What the task requires:
Repeat the data exactly, leaving out any image.

The records:
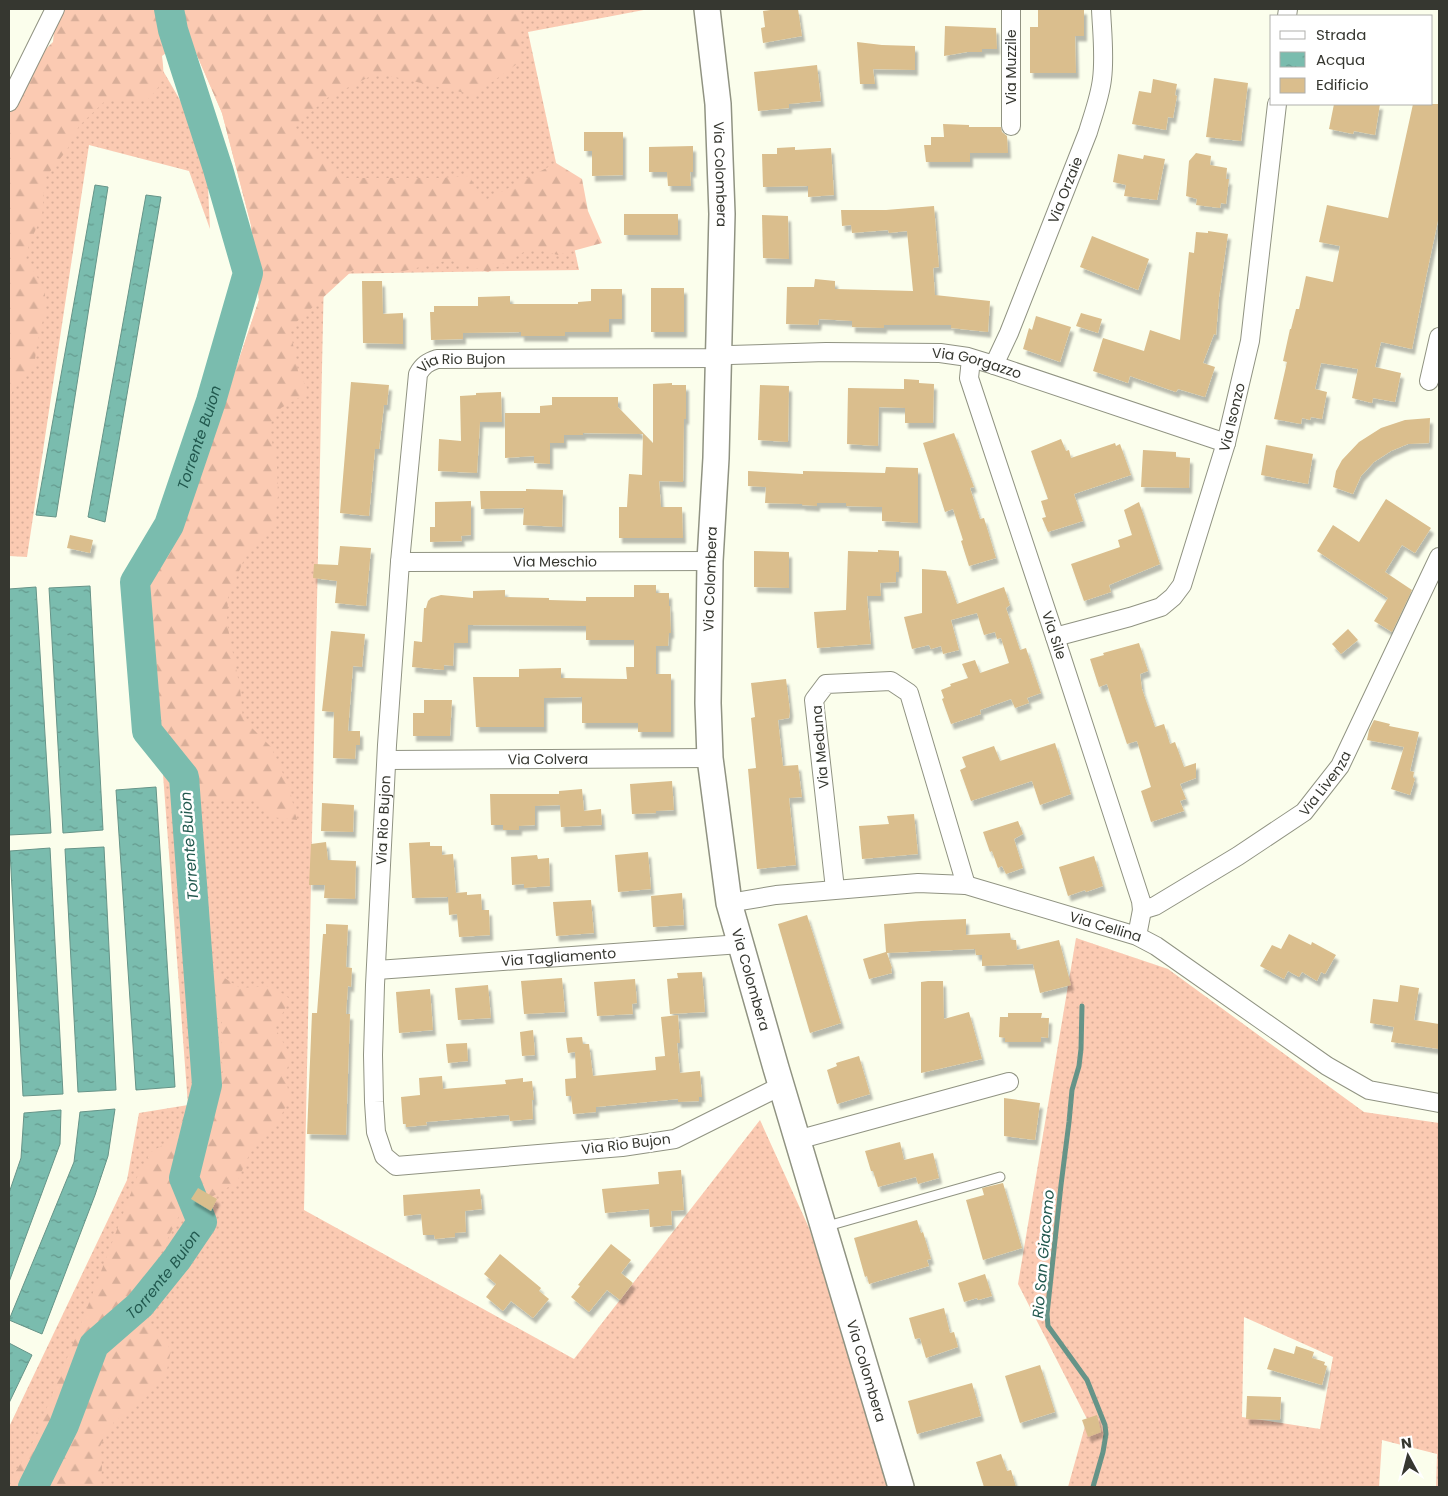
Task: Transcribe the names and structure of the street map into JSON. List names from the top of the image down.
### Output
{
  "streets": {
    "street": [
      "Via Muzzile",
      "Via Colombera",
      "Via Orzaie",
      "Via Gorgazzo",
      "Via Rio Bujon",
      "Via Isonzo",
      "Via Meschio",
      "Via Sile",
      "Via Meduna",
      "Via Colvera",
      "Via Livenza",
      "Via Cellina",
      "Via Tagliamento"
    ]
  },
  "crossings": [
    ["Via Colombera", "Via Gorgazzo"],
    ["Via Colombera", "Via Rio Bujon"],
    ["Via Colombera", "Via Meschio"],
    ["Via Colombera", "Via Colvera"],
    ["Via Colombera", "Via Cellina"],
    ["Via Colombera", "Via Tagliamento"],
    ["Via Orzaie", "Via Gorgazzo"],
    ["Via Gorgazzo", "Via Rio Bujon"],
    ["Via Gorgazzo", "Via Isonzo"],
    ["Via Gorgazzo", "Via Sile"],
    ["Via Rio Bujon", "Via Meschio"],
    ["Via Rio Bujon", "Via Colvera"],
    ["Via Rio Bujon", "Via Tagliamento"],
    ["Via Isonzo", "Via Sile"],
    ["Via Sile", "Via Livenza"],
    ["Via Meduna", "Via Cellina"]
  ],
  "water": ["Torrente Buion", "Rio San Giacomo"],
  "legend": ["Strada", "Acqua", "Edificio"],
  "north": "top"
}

Answer box:
Task: Transcribe the names and structure of the street map into JSON. List names from the top of the image down.
### Output
{
  "streets": {
    "street": [
      "Via Muzzile",
      "Via Colombera",
      "Via Orzaie",
      "Via Gorgazzo",
      "Via Rio Bujon",
      "Via Isonzo",
      "Via Meschio",
      "Via Sile",
      "Via Meduna",
      "Via Colvera",
      "Via Livenza",
      "Via Cellina",
      "Via Tagliamento"
    ]
  },
  "crossings": [
    ["Via Colombera", "Via Gorgazzo"],
    ["Via Colombera", "Via Rio Bujon"],
    ["Via Colombera", "Via Meschio"],
    ["Via Colombera", "Via Colvera"],
    ["Via Colombera", "Via Cellina"],
    ["Via Colombera", "Via Tagliamento"],
    ["Via Orzaie", "Via Gorgazzo"],
    ["Via Gorgazzo", "Via Rio Bujon"],
    ["Via Gorgazzo", "Via Isonzo"],
    ["Via Gorgazzo", "Via Sile"],
    ["Via Rio Bujon", "Via Meschio"],
    ["Via Rio Bujon", "Via Colvera"],
    ["Via Rio Bujon", "Via Tagliamento"],
    ["Via Isonzo", "Via Sile"],
    ["Via Sile", "Via Livenza"],
    ["Via Meduna", "Via Cellina"]
  ],
  "water": ["Torrente Buion", "Rio San Giacomo"],
  "legend": ["Strada", "Acqua", "Edificio"],
  "north": "top"
}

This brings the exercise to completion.